Les scientifiques révèlent les coûts cachés de l’extraction du cobalt en RD Congo

Ces dernières années, la demande de cobalt, un composant crucial des batteries lithium-ion rechargeables pour smartphones et voitures électriques, a augmenté fortement. Environ 60% de l’approvisionnement mondial en cobalt provient de la ceinture de cuivre riche en minéraux du Katanga, en République démocratique du Congo.

Des chercheurs de la l’Université de Leuven (Belgique) et de l’Université de Lubumbashi ont montré que l’exploitation du cobalt faisait des ravages à la fois sur les mineurs – qui travaillent dans les mines, souvent à la main – et sur l’environnement. Des recherches antérieures menées par l’Université de Leuven et l’Université de Lubumbashi (2009) avaient déjà révélé de fortes concentrations de métaux dans l’urine de personnes vivant à proximité de mines.

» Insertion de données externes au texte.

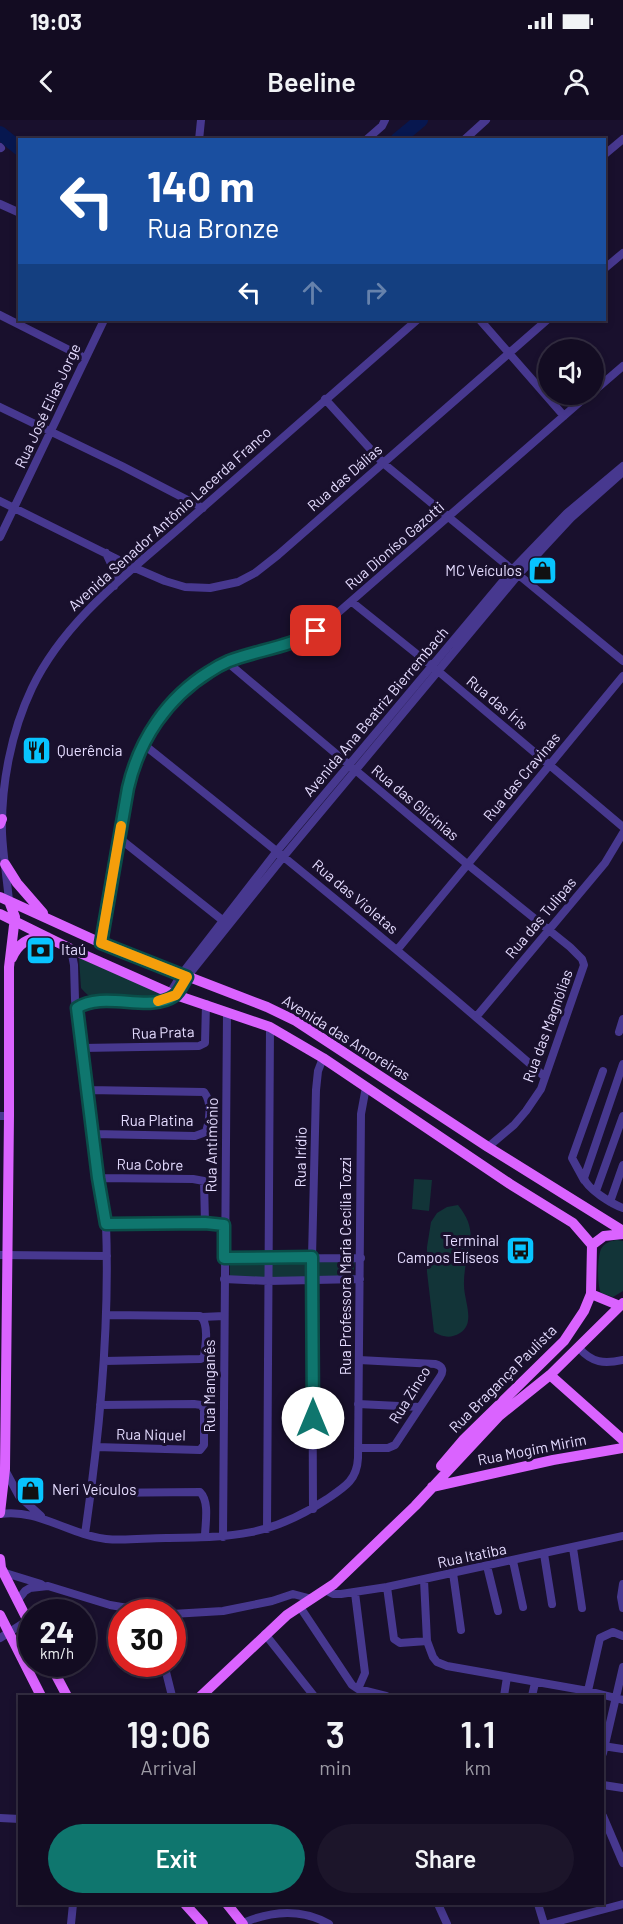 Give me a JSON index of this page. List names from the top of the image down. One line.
{"streets":{"main road":["Avenida das Amoreiras","Rua Bragança Paulista","Rua Mogim Mirim"],"street":["Rua José Elias Jorge","Rua das Dálias","Avenida Senador Antônio Lacerda Franco","Rua Dioníso Gazotti","Rua das Íris","Avenida Ana Beatriz Bierrembach","Rua das Cravinas","Rua das Glicínias","Rua das Violetas","Rua das Tulipas","Rua das Magnólias","Rua Prata","Rua Platina","Rua Antimônio","Rua Irídio","Rua Cobre","Rua Professora Maria Cecília Tozzi","Rua Manganês","Rua Zinco","Rua Niquel","Rua Itatiba"]},"crossings":[["Rua José Elias Jorge","Rua das Dálias"],["Rua das Dálias","Avenida Senador Antônio Lacerda Franco"],["Avenida Senador Antônio Lacerda Franco","Avenida das Amoreiras"],["Rua Dioníso Gazotti","Rua das Íris"],["Rua Dioníso Gazotti","Rua das Glicínias"],["Rua Dioníso Gazotti","Rua das Violetas"],["Rua Dioníso Gazotti","Avenida das Amoreiras"],["Rua das Íris","Avenida Ana Beatriz Bierrembach"],["Rua das Íris","Rua das Cravinas"],["Avenida Ana Beatriz Bierrembach","Rua das Glicínias"],["Avenida Ana Beatriz Bierrembach","Rua das Violetas"],["Avenida Ana Beatriz Bierrembach","Avenida das Amoreiras"],["Rua das Cravinas","Rua das Glicínias"],["Rua das Cravinas","Rua das Violetas"],["Rua das Glicínias","Rua das Tulipas"],["Rua das Glicínias","Rua das Magnólias"],["Rua das Violetas","Rua das Tulipas"],["Rua das Violetas","Rua das Magnólias"],["Rua das Magnólias","Avenida das Amoreiras"],["Rua Prata","Avenida das Amoreiras"],["Avenida das Amoreiras","Rua Antimônio"],["Avenida das Amoreiras","Rua Irídio"],["Avenida das Amoreiras","Rua Professora Maria Cecília Tozzi"],["Avenida das Amoreiras","Rua Bragança Paulista"],["Rua Antimônio","Rua Manganês"],["Rua Irídio","Rua Professora Maria Cecília Tozzi"],["Rua Professora Maria Cecília Tozzi","Rua Manganês"],["Rua Professora Maria Cecília Tozzi","Rua Zinco"],["Rua Bragança Paulista","Rua Mogim Mirim"],["Rua Bragança Paulista","Rua Itatiba"]],"places":{"shop":["MC Veículos","Neri Veículos"],"restaurant":["Querência"],"bank":["Itaú"],"bus stop":["Terminal Campos Elíseos"]},"page":{"status":"19:03","header":"Beeline","turn":["140 m","Rua Bronze"],"speed":"24 km/h","limit":"30","eta":["19:06","Arrival","3","min","1.1","km"],"buttons":["Exit","Share"]}}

La nouvelle étude de cas, publiée dans Nature Sustainability, confirme les risques pour la santé de l’extraction du cobalt.

Les chercheurs ont mené une étude de cas à Kasulo, un quartier urbain de Kolwezi, au cœur de la zone minière congolaise. Lorsque le minerai de cobalt a été découvert sous l’une des maisons, la zone entière est rapidement devenue une mine artisanale. Les maisons sont maintenant entrecoupées de dizaines de mines où des centaines de mineurs recherchent le cobalt. La plupart des habitants sont restés dans la région.

Le problème majeur est la poussière qui contient du cobalt et de nombreux autres métaux, y compris l’uranium. La poussière est libérée pendant le processus d’extraction et s’installe sur le sol. Les chercheurs ont recueilli des échantillons de sang et d’urine auprès de 72 résidents de Kasulo, dont 32 enfants. Un groupe témoin ayant une composition similaire a été sélectionné dans un district voisin.

Selon le professeur Nemery, médecin-toxicologue au département de santé publique et de soins primaires de KU Leuven, les résultats de leur étude sont inquiétants: «Les enfants vivant dans le district minier avaient 10 fois plus de cobalt dans leur urine que les enfants vivant ailleurs. Leurs valeurs étaient beaucoup plus élevées que ce que nous acceptions pour les ouvriers européens. Cette étude pourrait avoir une portée limitée, mais les résultats sont clairs. Les différences ne peuvent être attribuées à une coïncidence.  »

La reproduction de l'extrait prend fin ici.